Aos sessenta anos, idade que Aristóteles considerava propícia para reflexões maduras sobre a existência, o indivíduo já testemunhou relacionamentos superficiais desmoronarem enquanto vínculos fundamentados no cuidado mútuo autêntico resistiram às tempestades inevitáveis da vida. Essa observação empírica acumulada permite discernir com clareza crescente a diferença entre conexões que nutrem ambas as partes versus aquelas que drenam energia através de dinâmicas parasitárias mascaradas de amor, sabedoria inacessível para quem ainda não acumulou décadas de interações humanas complexas e frequentemente dolorosas.

Aristóteles, o filósofo, já previa isso aos 60 anos: "Amar é desejar o bem do outro acima do próprio bem"
A sociedade moderna frequentemente promove narrativas centradas na realização pessoal, no cultivo da autoestima e na busca incessante de felicidade individualImagem gerada por inteligência artificial

Quais filósofos posteriores expandiram essa visão aristotélica?

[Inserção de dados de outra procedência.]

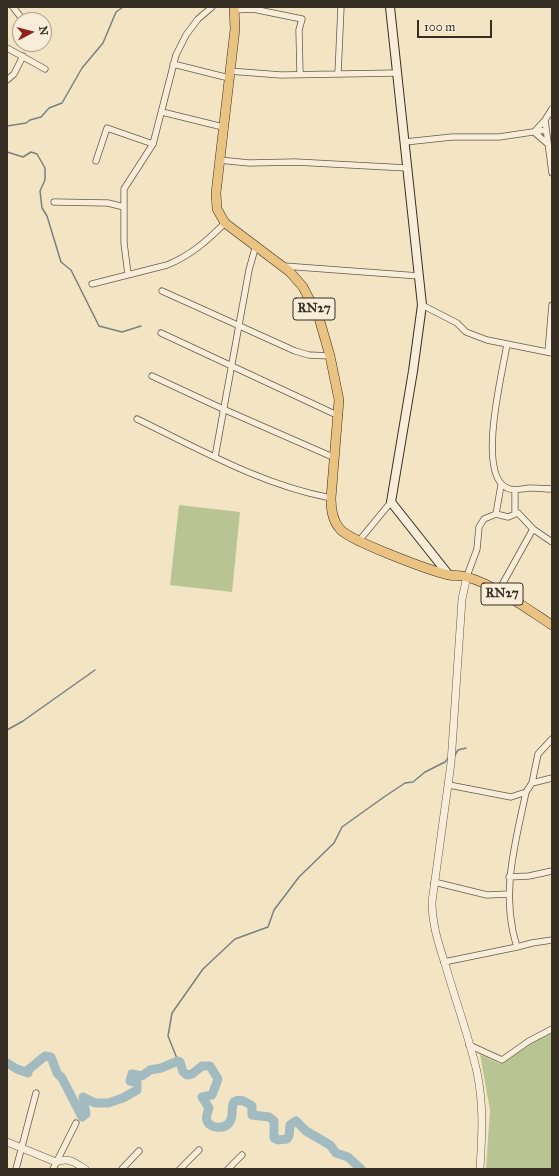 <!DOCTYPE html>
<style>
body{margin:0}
#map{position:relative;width:559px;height:1176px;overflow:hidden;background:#f3e4c4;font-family:"IM FELL Great Primer",serif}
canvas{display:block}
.frame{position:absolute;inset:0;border:8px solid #362d23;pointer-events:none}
.north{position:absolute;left:12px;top:12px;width:40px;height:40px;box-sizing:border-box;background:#f7edd9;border:1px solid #aaa090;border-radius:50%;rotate:83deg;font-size:11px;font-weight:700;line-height:16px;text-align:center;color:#362d23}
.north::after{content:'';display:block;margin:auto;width:14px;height:18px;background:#8f2418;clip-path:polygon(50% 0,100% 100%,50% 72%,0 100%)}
.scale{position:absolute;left:417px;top:20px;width:75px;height:18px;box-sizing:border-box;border:2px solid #362d23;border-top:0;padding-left:5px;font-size:12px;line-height:14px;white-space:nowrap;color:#362d23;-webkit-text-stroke:3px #f7edd9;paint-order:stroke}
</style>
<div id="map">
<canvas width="559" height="1176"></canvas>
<div class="frame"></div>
<div class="north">N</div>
<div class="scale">100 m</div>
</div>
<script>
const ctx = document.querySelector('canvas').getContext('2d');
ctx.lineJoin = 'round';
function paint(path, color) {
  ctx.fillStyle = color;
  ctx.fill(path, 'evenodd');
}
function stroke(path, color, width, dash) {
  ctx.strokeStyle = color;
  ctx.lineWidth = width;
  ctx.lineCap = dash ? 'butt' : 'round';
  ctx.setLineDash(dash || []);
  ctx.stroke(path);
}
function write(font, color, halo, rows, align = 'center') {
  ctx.font = font + ' "IM FELL Great Primer",serif';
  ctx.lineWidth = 3;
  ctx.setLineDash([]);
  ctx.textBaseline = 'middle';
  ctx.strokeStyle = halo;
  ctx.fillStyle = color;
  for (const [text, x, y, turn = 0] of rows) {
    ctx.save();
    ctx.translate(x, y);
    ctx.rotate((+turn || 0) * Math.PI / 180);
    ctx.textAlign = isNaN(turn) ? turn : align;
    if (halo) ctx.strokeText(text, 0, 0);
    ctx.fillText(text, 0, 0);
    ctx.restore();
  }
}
const green = new Path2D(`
 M179,505L240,512L232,592L170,585Z
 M552,1030V1168L486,1169L490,1110L480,1054L500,1064Z`);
const stream = new Path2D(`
 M7,126L26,123L30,120L41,117L49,108L62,103L82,68L103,43L116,12L123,7
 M7,152L23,157L31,152L37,154L45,168V180L40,191L42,208L47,216L61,262L71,270L99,326L122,332L141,326
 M7,730L23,721L95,670
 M455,755L458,750L466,748
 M178,1061L168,1036L172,1013L203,969L235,939L268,927L274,910L299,877L334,843L342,827L384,797L405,783L413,782L425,772L445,762L449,757`);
const river = new Path2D(`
 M7,1063L17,1069L28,1073V1070L45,1056L51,1057L57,1073L62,1078L82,1117L86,1114L83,1097L95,1103H108L123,1098L137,1090V1083L130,1081L132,1074L142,1076L150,1070L161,1068L178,1061L180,1062L183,1072L187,1075L192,1074L202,1066H210L218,1079L212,1095L202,1097L209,1108C208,1112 205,1117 207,1121C211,1129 224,1129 229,1123C235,1115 230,1108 234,1102C240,1098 246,1102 252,1106V1115L269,1117L274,1121V1138L278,1140L287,1139L289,1136L290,1125L296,1121L306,1131L330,1145L336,1153L348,1157L361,1169`);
const minor = new Path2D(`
 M13,7L23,20
 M235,10L253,9L302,19L299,30L300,74
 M7,48L45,69
 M173,64L229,78
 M229,71L281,75L398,73
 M338,74L341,7
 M7,80L14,74L23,56
 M552,109L545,120L552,173
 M162,112L223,127
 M545,120L534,132L548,144
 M405,142L452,137H499L546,130
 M219,160L249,163L295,162L407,168
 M96,161L107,128L153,144
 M54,202L108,203L124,207
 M284,266L419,276
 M128,274L124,243V189L153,144L176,55L186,35L198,19L212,7
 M92,284L167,265C190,256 208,240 225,223
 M162,291L295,351L309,355L330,356
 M422,305L457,323L466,332L487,340L552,353
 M161,333L339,416
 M507,344C503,371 476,474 507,488C514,492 523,488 531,488C538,488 545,489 552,489
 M548,352L552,305
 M152,376L223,409L335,458
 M137,419C199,449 262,485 331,498
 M215,457L249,270L256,245
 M515,513V490
 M496,514L501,485
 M358,542L391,502
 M467,576L477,549L479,527L484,519L496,514L508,517L518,513L533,529L552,542
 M498,592L533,529
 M532,783L552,778
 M449,785L511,797L526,792
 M509,877L529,876L552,871
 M434,882L487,895L509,894
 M517,947C500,894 515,845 526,792L532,783L538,754L552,739
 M444,962L517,947L532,943L552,940
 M469,1045L502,1060L529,1041L552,1029
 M16,1169L36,1093
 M53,1169L76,1123
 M122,1169L139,1151
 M180,1169L199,1150
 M228,1169L242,1155`);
const tertiary = new Path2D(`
 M467,576L462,599L451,763L432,902C432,925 439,945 446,967C456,1002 469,1037 477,1072C484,1107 482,1134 480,1169
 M7,1142L56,1162C69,1157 74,1162 85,1169`);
const secondary = new Path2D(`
 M390,7L422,305L413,371L391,502L448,574`);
const primary = new Path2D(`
 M234,7L235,29L216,193L217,209L225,223L290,272L303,287L319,318L330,356L339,400L331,498C331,509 332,520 340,529C350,541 431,571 449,575C455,576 461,575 467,577C493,584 529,610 552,625`);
const shields = [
 [314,309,42],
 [502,594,42]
];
const shieldNames = [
 ["RN27",314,309],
 ["RN27",502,594]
];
paint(green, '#b9c495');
stroke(stream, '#768281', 1.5);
stroke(river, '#a1bbc0', 9);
stroke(minor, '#655b4b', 7);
stroke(tertiary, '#655b4b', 8);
stroke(secondary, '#362d23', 10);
stroke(primary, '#362d23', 10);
stroke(minor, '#f7edd9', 5.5);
stroke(tertiary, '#f7edd9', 7);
stroke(secondary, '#f7edd9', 8);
stroke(primary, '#eac282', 9);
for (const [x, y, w] of shields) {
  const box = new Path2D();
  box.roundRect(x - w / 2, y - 11, w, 22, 3);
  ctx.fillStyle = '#f7edd9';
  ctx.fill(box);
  stroke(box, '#362d23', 1);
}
write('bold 13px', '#362d23', null, shieldNames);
</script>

O pensamento sobre a natureza altruísta do amor verdadeiro atravessou séculos influenciando tradições filosóficas e religiosas diversas que reinterpretaram o núcleo aristotélico sob perspectivas culturais distintas. As elaborações mais significativas incluem:

  • Tomás de Aquino na síntese medieval cristã: O teólogo dominicano integrou a compreensão aristotélica de amor virtuoso com a noção de caridade cristã, argumentando que o ágape divino representa a forma suprema do princípio grego, manifestando-se quando seres humanos amam próximos imitando o amor incondicional que Deus oferece às criaturas imperfeitas.
  • Immanuel Kant no imperativo categórico iluminista: O filósofo prussiano reformulou a intuição aristotélica em termos de dever moral universal, propondo que tratar outros sempre como fins em si mesmos e nunca meramente como meios reflete estrutura ética similar ao amor que prioriza o bem alheio sobre vantagens pessoais.
  • Martin Buber na filosofia dialógica contemporânea: O pensador austro-israelense distinguia entre relacionamentos do tipo eu-isso, onde objetificamos outros para nosso uso, e relações eu-tu autênticas, caracterizadas pelo reconhecimento pleno da alteridade e pelo desejo genuíno de encontro que privilegia o florescimento mútuo sobre ganhos unilaterais.

Como aplicar esse princípio aristotélico nas relações cotidianas?

Traduzir abstrações filosóficas milenares em práticas concretas que transformam vínculos diários exige atenção consciente aos padrões habituais que governam nossas interações com familiares, amigos e parceiros românticos. A primeira transformação ocorre na qualidade da escuta oferecida aos outros, evoluindo de esperas impacientes pela nossa vez de falar para receptividade genuína que busca compreender profundamente necessidades, medos e aspirações alheias sem imediatamente relacioná-los às nossas próprias experiências ou agendas.

A prática cotidiana desse amor aristotélico manifesta-se em escolhas aparentemente pequenas mas cumulativamente transformadoras, como celebrar sinceramente sucessos alheios mesmo quando nossos próprios projetos enfrentam dificuldades, oferecer tempo e energia para apoiar sonhos que não nos beneficiam diretamente, ou abdicar de ter razão em discussões quando percebemos que insistir no argumento prejudicaria o bem-estar emocional de quem amamos. Essas decisões diárias, repetidas ao longo de anos, constroem gradualmente relacionamentos caracterizados pela profundidade e durabilidade que Aristóteles identificava como marcas distintivas do amor verdadeiro, contrastando radicalmente com vínculos frágeis sustentados apenas enquanto ambas as partes extraem vantagens imediatas da associação.